Utilites to train and utilize SASRec
- class sasrec.util.SASRecDataSet(filename=None, col_sep='\t')[source]
A class for creating SASRec specific dataset used during train, validation and testing.
- Parameters
filename (str) – Data Filename.
col_sep (str) – column separator in the data file.
- usernum
Total number of users.
- Type
int
- itemnum
Total number of items.
- Type
int
- User
All the users (keys) with items as values.
- Type
dict
- Items
Set of all the items.
- Type
set
- user_train
Subset of User that are used for training.
- Type
dict
- user_valid
Subset of User that are used for validation.
- Type
dict
- user_test
Subset of User that are used for testing.
- Type
dict
- filename
Data Filename. Defaults to None.
- Type
str
- col_sep
Column separator in the data file. Defaults to ‘/t’.
- Type
str
Examples
>>> data = SASRecDataSet('filename','/t')
- sasrec.util.filter_k_core(data, core_num=0, col_user='userID', col_item='itemID')[source]
Filter rating dataframe for minimum number of users and items by # repeatedly applying min_rating_filter until the condition is satisfied.
- Parameters
data (pd.DataFrame) – DataFrame to filter.
core_num (int, optional) – Minimun number for user and item to appear on data.
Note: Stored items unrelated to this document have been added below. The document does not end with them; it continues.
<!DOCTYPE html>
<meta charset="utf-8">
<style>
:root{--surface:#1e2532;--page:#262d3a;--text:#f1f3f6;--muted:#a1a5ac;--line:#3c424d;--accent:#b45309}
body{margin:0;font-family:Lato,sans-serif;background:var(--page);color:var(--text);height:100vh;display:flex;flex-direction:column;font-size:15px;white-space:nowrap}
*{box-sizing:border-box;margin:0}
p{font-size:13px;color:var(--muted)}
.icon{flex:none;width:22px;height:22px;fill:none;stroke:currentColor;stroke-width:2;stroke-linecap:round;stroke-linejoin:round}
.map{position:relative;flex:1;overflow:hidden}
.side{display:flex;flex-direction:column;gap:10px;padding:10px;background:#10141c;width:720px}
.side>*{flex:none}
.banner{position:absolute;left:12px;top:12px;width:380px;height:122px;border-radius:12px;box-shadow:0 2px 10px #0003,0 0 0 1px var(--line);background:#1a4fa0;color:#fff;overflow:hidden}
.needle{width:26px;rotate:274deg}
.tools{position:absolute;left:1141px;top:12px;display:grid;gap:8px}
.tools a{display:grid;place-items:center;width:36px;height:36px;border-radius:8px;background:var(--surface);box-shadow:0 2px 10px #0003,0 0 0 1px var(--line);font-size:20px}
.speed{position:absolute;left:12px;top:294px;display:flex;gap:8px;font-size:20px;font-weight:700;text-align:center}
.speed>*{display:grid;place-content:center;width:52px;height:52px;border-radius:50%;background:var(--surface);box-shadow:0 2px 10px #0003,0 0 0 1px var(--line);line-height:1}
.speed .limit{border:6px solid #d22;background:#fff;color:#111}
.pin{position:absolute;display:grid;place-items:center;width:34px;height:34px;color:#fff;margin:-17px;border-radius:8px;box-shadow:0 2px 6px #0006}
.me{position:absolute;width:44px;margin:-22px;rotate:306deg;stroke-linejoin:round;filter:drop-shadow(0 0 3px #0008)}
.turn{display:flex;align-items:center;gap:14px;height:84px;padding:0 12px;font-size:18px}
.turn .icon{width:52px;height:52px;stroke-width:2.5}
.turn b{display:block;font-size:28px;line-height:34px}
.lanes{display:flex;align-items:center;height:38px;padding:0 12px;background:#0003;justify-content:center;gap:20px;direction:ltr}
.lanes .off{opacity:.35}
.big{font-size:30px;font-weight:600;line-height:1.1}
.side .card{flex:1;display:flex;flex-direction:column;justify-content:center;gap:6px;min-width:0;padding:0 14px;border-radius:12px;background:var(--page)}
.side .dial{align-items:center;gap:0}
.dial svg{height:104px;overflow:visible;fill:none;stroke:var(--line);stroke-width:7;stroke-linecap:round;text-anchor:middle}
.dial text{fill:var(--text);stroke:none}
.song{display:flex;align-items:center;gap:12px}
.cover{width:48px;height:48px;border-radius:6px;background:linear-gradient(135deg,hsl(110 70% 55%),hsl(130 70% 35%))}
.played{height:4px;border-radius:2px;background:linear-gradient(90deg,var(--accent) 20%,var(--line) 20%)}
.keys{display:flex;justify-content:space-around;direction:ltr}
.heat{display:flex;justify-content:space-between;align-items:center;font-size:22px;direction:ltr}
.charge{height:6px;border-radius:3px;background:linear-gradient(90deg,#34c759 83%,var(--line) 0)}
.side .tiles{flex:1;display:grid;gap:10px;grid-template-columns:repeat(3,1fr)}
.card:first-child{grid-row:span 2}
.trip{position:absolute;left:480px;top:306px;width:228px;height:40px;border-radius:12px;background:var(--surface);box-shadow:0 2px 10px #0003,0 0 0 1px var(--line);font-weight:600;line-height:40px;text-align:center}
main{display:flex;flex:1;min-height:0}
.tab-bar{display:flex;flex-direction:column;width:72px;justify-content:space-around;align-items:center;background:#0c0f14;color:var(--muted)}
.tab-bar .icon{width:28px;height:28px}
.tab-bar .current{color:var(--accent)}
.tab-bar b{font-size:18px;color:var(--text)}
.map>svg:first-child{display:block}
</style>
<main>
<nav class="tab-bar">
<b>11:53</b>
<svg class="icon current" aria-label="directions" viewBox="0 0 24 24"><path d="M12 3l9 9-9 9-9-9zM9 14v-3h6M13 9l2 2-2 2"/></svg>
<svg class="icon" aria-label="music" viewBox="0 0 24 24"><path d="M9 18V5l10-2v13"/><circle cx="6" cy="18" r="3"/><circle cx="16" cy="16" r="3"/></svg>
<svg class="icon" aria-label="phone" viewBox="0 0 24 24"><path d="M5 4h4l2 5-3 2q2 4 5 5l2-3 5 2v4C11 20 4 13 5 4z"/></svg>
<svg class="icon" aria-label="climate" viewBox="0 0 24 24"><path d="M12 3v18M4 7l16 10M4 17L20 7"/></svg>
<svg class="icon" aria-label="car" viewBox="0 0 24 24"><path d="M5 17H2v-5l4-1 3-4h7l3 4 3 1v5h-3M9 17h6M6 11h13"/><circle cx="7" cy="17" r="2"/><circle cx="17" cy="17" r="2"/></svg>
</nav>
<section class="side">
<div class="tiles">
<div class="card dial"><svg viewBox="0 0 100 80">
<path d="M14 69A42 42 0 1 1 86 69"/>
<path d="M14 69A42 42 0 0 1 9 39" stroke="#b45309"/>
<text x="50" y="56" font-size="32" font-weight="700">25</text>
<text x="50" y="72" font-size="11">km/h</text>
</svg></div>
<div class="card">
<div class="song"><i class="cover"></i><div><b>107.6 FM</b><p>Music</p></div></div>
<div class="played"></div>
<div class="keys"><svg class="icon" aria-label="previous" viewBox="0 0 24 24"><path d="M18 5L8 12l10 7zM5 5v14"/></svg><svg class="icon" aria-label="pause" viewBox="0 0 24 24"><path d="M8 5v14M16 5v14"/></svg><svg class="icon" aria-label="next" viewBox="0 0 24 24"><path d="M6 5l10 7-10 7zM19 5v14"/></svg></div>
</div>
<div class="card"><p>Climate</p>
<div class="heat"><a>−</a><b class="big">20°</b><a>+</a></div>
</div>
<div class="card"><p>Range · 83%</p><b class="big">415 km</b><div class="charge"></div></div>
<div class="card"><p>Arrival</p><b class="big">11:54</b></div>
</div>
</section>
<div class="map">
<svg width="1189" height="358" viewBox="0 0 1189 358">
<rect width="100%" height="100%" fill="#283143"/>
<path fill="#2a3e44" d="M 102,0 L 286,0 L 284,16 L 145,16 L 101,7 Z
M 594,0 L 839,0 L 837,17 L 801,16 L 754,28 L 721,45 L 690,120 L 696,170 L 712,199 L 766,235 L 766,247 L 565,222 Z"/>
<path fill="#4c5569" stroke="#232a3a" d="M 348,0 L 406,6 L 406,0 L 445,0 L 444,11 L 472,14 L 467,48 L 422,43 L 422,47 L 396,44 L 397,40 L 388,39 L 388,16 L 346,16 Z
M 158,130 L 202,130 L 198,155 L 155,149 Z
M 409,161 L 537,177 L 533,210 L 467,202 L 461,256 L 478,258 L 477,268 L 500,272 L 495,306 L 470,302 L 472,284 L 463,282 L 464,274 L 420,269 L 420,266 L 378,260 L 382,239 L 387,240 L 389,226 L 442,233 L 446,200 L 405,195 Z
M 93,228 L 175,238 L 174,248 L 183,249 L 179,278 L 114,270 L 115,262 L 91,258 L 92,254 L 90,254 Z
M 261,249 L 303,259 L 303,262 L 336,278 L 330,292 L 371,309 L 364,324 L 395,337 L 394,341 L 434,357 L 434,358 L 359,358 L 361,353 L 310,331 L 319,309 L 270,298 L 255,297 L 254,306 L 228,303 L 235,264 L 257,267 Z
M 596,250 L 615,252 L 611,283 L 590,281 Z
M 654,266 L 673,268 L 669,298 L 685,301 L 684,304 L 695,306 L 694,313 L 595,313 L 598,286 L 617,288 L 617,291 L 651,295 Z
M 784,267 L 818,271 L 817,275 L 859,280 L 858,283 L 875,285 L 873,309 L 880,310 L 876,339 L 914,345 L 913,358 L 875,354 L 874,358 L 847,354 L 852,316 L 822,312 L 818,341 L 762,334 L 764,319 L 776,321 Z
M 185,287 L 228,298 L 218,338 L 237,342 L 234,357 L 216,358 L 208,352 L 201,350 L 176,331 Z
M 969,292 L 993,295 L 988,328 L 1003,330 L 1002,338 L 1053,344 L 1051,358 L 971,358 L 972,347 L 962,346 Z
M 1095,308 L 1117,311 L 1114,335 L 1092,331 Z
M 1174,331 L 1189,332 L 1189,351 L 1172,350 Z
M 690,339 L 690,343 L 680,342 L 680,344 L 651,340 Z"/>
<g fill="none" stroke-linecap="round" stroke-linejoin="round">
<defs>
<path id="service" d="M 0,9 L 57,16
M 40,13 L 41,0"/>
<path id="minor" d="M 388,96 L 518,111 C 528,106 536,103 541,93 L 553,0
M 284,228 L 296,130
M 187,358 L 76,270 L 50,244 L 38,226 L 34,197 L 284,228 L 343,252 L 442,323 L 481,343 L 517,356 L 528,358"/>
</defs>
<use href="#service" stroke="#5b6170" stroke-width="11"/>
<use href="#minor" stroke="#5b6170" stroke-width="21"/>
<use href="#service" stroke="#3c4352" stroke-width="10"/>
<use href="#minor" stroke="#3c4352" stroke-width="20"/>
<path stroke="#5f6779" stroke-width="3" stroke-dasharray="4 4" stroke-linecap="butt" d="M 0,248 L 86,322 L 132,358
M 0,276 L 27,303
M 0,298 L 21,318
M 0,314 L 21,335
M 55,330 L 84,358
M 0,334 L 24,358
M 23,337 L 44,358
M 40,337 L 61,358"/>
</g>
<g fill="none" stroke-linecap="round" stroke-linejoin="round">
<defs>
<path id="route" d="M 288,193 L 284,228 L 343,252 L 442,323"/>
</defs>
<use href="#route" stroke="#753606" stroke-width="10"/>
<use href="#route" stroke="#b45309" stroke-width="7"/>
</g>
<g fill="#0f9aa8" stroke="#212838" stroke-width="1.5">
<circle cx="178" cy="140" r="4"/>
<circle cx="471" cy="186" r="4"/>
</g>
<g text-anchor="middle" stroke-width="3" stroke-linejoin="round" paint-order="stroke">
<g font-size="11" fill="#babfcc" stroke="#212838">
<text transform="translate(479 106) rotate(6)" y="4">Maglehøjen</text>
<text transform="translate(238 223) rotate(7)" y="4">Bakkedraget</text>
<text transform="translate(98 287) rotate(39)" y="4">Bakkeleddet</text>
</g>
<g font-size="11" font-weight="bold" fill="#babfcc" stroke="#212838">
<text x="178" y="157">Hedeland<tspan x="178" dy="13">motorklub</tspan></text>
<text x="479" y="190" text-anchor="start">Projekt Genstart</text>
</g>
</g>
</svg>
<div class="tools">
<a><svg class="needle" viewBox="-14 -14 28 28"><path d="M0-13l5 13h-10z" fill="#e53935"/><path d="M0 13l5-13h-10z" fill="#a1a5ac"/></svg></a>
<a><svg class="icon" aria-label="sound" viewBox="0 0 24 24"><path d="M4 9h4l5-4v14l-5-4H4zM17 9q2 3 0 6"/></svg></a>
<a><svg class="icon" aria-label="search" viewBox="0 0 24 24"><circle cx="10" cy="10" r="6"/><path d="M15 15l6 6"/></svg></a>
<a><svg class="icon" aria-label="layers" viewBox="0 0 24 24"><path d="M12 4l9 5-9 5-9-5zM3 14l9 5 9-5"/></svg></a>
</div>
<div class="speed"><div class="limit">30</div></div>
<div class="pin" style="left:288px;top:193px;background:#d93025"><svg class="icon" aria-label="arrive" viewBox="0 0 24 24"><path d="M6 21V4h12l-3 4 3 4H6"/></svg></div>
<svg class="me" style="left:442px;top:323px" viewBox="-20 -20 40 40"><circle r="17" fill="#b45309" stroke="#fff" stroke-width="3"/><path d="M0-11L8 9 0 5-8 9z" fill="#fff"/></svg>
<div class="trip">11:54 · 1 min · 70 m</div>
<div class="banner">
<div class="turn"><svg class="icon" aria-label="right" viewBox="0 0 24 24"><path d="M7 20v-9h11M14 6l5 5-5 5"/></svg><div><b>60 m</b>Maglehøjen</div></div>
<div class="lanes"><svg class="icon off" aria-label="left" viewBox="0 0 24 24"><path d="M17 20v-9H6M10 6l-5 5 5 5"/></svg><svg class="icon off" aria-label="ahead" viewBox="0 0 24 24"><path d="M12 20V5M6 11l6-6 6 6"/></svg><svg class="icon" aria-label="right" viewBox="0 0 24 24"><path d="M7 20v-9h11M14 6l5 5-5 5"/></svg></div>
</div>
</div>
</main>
Defaults to 0.
col_user (str, optional) – User column name. Defaults to “userID”.
col_item (str, optional) – Item column name. Defaults to “itemID”.
- Returns
pd.DataFrame – Filtered dataframe
- sasrec.util.load_model(path, exp_name='sas_experiment')[source]
Load SASRec model
- Parameters
path (str) – Path where the model is saved.
exp_name (str, optional) – Experiment name (folder name). Defaults to ‘sas_experiment’.
- Returns
model.SASREC – loaded SASRec model
- sasrec.util.min_rating_filter_pandas(data, min_rating=1, filter_by='user', col_user='userID', col_item='itemID')[source]
Filter rating DataFrame for each user with minimum rating.
Filter rating data frame with minimum number of ratings for user/item is usually useful to generate a new data frame with warm user/item. The warmth is defined by min_rating argument. For example, a user is called warm if he has rated at least 4 items.
- Parameters
data (pd.DataFrame) – DataFrame of user-item tuples. Columns of user and item should be present in the DataFrame while other columns like rating, timestamp, etc. can be optional.
min_rating (int) – Minimum number of ratings for user or item.
filter_by (str) – Either “user” or “item”, depending on which of the two is to filter with min_rating.
col_user (str) – Column name of user ID.
col_item (str) – Column name of item ID.
- Returns
pandas.DataFrame – DataFrame with at least columns of user and item that has been filtered by the given specifications.